Men never think twice about doing these things. Men never feel at risk sexually, much less worry what would happen if somehow they were raped and then actually got pregnant, right? Every rape scene in every movie makes women think how unspeakable that would be if that happened to me. I would bet a man watches a rape scene and never thinks, wow, that could happen to me. Here's the kicker, let's say it did happen to a man, he doesn't have to worry about being pregnant. Nope. Never crosses his mind. It's impossible. He doesn't have to anxiously wait to find out if his period will come or go buy a pregnancy test and experience the trauma of knowing that he STILL has a piece of that rapist, that person who did something so vile, inside him. Women have these worries. Most women, at some point, have imagined how horrible this would be.

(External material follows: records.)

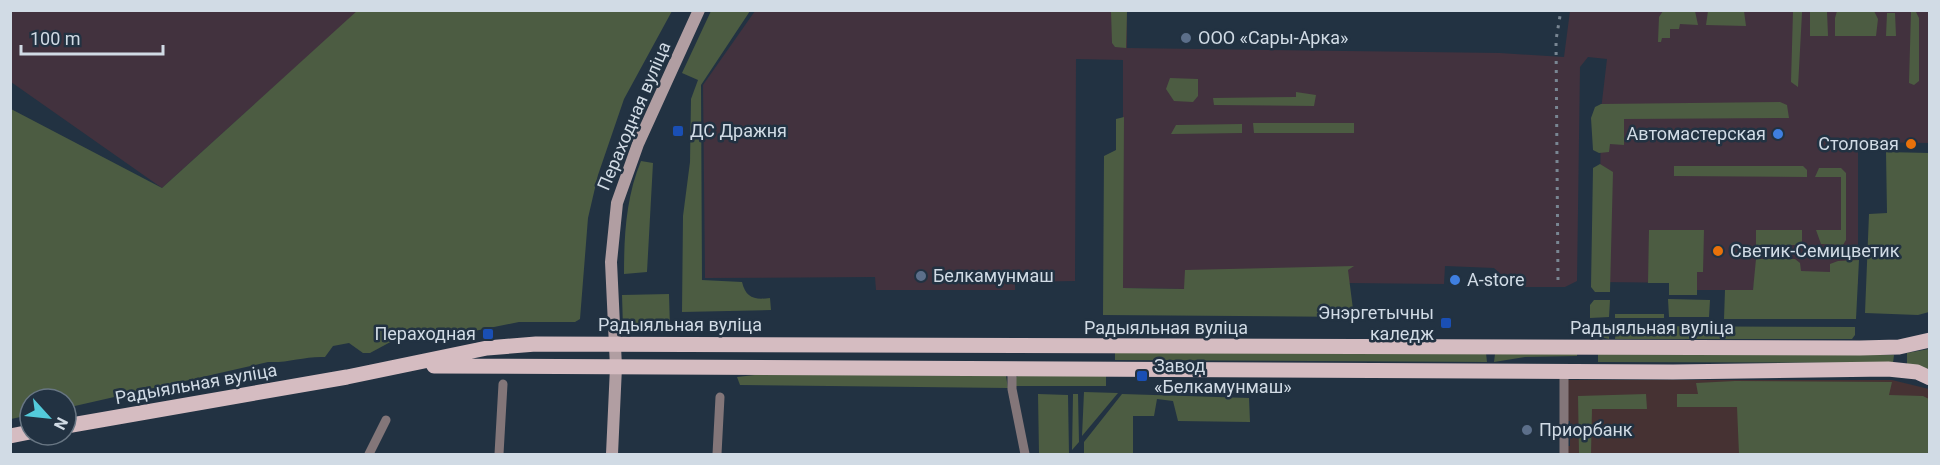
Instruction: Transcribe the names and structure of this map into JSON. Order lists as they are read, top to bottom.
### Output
{
  "streets": {
    "main road": ["Радыяльная вуліца"],
    "street": ["Пераходная вуліца"]
  },
  "crossings": [
    ["Пераходная вуліца", "Радыяльная вуліца"]
  ],
  "places": {
    "other": [
      "ООО «Сары-Арка»",
      "Автомастерская",
      "Столовая",
      "Светик-Семицветик",
      "Белкамунмаш",
      "А-store",
      "Приорбанк"
    ],
    "transit": [
      "ДС Дражня",
      "Энэргетычны каледж",
      "Пераходная",
      "Завод «Белкамунмаш»"
    ]
  },
  "scale_bar": "100 m",
  "north": "bottom right"
}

It also goes without saying that women SHOULD NOT have to worry about these things. It's a sad world. Another thing a woman shouldn't have to worry about is whether someone, usually a man, in Washington, DC or her state's capital is going to tell her what she has to do if she were to go through this horrible experience. She shouldn't have to worry about whether her rape meets the definition of rape that Todd Akin or Paul Ryan or any other Congressman decided to put in some piece of legislation before she can get medical services. President Obama said it best when he said "Rape is rape." There aren't degrees of rape. You can't be a little bit raped, or only minorly raped, or unforcibly raped, or legitimately or illegitimately raped. You are raped, period. In that situation, at the very least, after a man has taken away your rights over your own body in a horrible way once already, the least that can happen is your government not take away your rights to your body too.

The Republican Party doesn't seem to get this. Women just don't seem to matter much in the Republican Party. Personhood Amendments, Transvaginal ultrasounds, defunding Planned Parenthood, doesn't matter how it affects women--they'll go for it. Personhood Amendment bans contraception and in vitro fertilization? Sure thing. Republicans are cool with that. Transvaginal Ultrasounds are horribly invasive and unnecessary tests? No matter. Republicans want that too. Planned Parenthood provides health services like breast exams, contraceptives, and cervical cancer screening to millions of women each year? Screw'em, they say. Republicans will defund it anyway!

What's my point? I don't know. I've rambled. My point I guess is that Women Matter. We are informed by our life experiences, we are smart about our own bodies, we can make our own choices. We don't need men (or other women) in government telling us what to do with our bodies, period. Let's be pro-women and pro-common sense. Let's keep government where it belongs--out of our doctor's offices--and let's tell men like Todd Akin and Paul Ryan to shove their definitions of rape up their collective asses.